E così, il curatore fallimentare della società modenese Mantegna srl, Giovanna Manni, ha scelto la vendita senza la predeterminazione di un importo minimo, lasciando libero chi è interessato all’immobile di offrire ciò che ritiene giusto. Il termine è stato fissato per le ore 12 del 15 maggio prossimo. Le offerte in busta chiusa (via mail o per servizio postale) dovranno pervenire nella sede dell’istituto vendite giudiziarie di Modena, viale Virgilio 42 F, nei giorni e negli orari di apertura al pubblico (dal lunedì al giovedì dalle 9 alle 12 e dalle 14.30 alle 18 e il venerdì dalle 9 alle 12. (segreteriamo@astagiudiziaria.com e ivgmo@legalmail.it 059 847301 e fax 059 885436).

Ovviamente, a decidere sulla congruità dell’offerta saranno gli organi della procedura e cioè il comitato dei creditori e il giudice delegato. Se saranno ritenute congrue si procederà alla fissazione di un’asta che avrà come prezzo base l’importo corrispondente a quello dell’offerta più alta tra quelle pervenute. Per dare un’idea di quanto vale l’intero complesso dell’ex macello in via Mambrini, va ricordato che l’ultima asta andata deserta aveva come prezzo minimo 1.387.430,44 euro.

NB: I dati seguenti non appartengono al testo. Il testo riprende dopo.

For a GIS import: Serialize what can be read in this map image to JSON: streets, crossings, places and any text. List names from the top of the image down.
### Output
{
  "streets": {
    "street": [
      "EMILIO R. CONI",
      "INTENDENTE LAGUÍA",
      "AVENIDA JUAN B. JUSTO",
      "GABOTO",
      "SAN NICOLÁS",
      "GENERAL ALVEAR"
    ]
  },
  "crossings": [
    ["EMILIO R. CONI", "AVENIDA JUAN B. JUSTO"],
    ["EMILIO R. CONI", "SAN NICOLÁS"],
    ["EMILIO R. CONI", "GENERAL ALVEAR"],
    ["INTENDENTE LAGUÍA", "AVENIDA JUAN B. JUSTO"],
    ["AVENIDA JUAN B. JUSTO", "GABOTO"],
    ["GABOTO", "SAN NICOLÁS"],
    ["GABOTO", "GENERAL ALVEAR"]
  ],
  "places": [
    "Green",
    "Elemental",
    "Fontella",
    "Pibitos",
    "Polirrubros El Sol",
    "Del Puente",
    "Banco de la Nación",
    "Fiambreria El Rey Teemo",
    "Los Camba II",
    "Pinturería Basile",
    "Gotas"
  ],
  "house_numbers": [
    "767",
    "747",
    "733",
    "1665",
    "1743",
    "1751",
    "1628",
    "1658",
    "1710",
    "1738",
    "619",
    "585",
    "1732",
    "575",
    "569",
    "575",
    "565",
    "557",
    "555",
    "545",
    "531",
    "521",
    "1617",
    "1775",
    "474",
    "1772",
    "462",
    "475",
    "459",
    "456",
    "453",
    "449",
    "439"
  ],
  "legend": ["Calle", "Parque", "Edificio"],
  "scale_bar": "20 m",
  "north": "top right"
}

Il piano ex Macello prevedeva un centro commerciale e direzionale, con tanto di hotel, più la riqualificazione del parcheggio del cimitero e la costruzione del collegamento tra le ex statali Cremonese e Sabbionetana in cambio degli oneri di urbanizzazione dovuti al Comune. L’edificio fu realizzato, le opere di urbanizzazioni no. La crisi dell’edilizia ha poi fatto il resto. E così, il palazzo nero fu abbandonato al suo destino.